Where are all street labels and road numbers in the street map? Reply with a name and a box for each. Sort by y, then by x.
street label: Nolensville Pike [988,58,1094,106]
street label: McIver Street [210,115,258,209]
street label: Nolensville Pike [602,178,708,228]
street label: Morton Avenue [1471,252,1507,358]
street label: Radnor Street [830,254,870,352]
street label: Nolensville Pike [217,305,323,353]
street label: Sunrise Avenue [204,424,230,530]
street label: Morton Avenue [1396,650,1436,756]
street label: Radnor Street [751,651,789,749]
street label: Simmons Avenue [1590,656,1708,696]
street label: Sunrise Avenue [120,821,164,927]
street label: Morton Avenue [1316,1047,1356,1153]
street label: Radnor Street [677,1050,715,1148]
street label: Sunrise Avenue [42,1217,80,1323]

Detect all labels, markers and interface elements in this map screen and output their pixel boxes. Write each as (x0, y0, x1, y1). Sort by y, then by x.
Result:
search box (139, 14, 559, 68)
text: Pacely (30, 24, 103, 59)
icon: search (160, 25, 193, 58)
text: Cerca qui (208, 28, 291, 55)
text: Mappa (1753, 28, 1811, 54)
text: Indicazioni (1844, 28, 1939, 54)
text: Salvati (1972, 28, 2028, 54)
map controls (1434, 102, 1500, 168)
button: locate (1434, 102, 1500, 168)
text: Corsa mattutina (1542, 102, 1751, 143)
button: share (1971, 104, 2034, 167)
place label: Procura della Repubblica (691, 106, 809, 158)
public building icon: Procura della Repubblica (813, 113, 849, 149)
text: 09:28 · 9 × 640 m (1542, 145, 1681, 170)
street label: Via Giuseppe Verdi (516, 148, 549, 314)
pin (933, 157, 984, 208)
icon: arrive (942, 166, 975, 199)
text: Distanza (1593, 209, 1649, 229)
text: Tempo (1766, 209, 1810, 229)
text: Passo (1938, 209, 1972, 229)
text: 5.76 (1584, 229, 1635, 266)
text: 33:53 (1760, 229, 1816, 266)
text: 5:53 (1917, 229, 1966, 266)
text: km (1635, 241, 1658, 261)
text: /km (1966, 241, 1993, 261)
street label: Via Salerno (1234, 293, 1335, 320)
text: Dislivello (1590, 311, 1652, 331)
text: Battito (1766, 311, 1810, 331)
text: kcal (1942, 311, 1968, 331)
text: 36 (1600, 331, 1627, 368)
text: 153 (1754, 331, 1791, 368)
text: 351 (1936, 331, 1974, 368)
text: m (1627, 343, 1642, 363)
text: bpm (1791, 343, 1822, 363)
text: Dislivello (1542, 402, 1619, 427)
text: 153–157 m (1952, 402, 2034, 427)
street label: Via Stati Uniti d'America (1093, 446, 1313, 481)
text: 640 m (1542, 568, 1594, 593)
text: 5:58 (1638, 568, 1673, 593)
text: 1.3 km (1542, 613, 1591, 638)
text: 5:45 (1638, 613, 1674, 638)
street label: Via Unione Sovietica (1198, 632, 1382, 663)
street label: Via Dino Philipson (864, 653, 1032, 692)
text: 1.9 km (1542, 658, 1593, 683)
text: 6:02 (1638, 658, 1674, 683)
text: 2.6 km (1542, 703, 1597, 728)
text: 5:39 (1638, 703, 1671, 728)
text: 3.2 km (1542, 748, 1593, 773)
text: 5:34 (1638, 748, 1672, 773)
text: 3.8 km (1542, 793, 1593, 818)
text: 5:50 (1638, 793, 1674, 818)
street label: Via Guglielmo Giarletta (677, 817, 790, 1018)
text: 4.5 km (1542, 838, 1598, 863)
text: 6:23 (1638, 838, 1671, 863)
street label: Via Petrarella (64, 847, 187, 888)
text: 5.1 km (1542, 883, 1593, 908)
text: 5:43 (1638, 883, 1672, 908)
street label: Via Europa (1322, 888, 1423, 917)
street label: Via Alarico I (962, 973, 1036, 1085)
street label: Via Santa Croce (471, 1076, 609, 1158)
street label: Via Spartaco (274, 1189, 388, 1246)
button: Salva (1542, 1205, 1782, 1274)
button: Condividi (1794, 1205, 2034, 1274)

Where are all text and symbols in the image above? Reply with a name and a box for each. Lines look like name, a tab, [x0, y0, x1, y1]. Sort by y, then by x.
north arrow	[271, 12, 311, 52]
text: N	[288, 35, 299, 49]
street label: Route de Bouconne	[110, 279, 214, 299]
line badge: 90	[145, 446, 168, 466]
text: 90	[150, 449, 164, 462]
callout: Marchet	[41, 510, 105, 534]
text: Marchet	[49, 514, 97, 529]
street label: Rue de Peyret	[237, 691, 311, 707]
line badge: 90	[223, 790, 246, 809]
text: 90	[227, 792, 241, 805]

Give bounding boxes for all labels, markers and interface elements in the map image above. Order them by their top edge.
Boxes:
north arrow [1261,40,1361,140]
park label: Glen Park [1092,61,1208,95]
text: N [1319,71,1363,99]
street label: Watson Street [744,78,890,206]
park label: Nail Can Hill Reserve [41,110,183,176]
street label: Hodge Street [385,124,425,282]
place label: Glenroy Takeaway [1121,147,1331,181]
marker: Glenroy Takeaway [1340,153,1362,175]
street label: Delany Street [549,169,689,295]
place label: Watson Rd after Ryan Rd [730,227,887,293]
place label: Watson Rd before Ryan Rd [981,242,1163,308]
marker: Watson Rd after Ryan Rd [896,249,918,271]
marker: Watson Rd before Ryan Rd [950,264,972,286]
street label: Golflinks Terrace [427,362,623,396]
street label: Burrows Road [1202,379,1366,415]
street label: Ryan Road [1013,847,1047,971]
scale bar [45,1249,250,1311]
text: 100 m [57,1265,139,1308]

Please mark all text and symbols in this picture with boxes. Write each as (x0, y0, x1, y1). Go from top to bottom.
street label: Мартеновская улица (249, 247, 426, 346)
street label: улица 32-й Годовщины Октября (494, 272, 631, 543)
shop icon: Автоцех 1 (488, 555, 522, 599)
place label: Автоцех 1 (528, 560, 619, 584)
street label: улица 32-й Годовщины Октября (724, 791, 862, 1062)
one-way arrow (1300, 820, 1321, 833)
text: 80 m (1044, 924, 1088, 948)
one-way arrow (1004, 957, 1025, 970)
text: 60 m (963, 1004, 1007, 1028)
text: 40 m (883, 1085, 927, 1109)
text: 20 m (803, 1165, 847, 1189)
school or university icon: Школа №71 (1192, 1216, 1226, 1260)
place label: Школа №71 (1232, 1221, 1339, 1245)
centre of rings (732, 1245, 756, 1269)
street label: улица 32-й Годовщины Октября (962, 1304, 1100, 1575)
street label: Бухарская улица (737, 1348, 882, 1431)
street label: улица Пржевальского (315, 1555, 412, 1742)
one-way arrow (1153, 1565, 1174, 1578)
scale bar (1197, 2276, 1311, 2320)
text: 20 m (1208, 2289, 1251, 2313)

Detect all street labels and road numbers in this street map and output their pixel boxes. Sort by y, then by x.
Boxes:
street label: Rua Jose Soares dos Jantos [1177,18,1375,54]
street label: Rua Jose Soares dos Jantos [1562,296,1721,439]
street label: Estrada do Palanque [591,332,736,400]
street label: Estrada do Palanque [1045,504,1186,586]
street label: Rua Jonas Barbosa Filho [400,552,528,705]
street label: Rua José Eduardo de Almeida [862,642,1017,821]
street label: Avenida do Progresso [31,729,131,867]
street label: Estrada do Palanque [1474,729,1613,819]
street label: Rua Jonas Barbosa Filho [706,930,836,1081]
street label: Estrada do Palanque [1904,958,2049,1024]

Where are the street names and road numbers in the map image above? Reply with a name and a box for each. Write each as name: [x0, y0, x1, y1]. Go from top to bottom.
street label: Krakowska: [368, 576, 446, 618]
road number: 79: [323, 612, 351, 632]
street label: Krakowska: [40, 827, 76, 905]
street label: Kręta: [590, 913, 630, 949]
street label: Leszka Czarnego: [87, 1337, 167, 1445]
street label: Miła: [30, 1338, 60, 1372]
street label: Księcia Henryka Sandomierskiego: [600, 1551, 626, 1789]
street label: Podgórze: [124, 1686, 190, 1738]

******

Return each line exactly, beginning at the start of the material above and ending at the line that includes "Detect all labels, markers", with both of those kept.

**Completed exercise**
Where are all street labels and road numbers in the street map? Reply with a name and a box for each. Sort by y, then by x.
street label: Nolensville Pike [988,58,1094,106]
street label: McIver Street [210,115,258,209]
street label: Nolensville Pike [602,178,708,228]
street label: Morton Avenue [1471,252,1507,358]
street label: Radnor Street [830,254,870,352]
street label: Nolensville Pike [217,305,323,353]
street label: Sunrise Avenue [204,424,230,530]
street label: Morton Avenue [1396,650,1436,756]
street label: Radnor Street [751,651,789,749]
street label: Simmons Avenue [1590,656,1708,696]
street label: Sunrise Avenue [120,821,164,927]
street label: Morton Avenue [1316,1047,1356,1153]
street label: Radnor Street [677,1050,715,1148]
street label: Sunrise Avenue [42,1217,80,1323]

Detect all labels, markers and interface elements in this map screen and output their pixel boxes. Write each as (x0, y0, x1, y1). Sort by y, then by x.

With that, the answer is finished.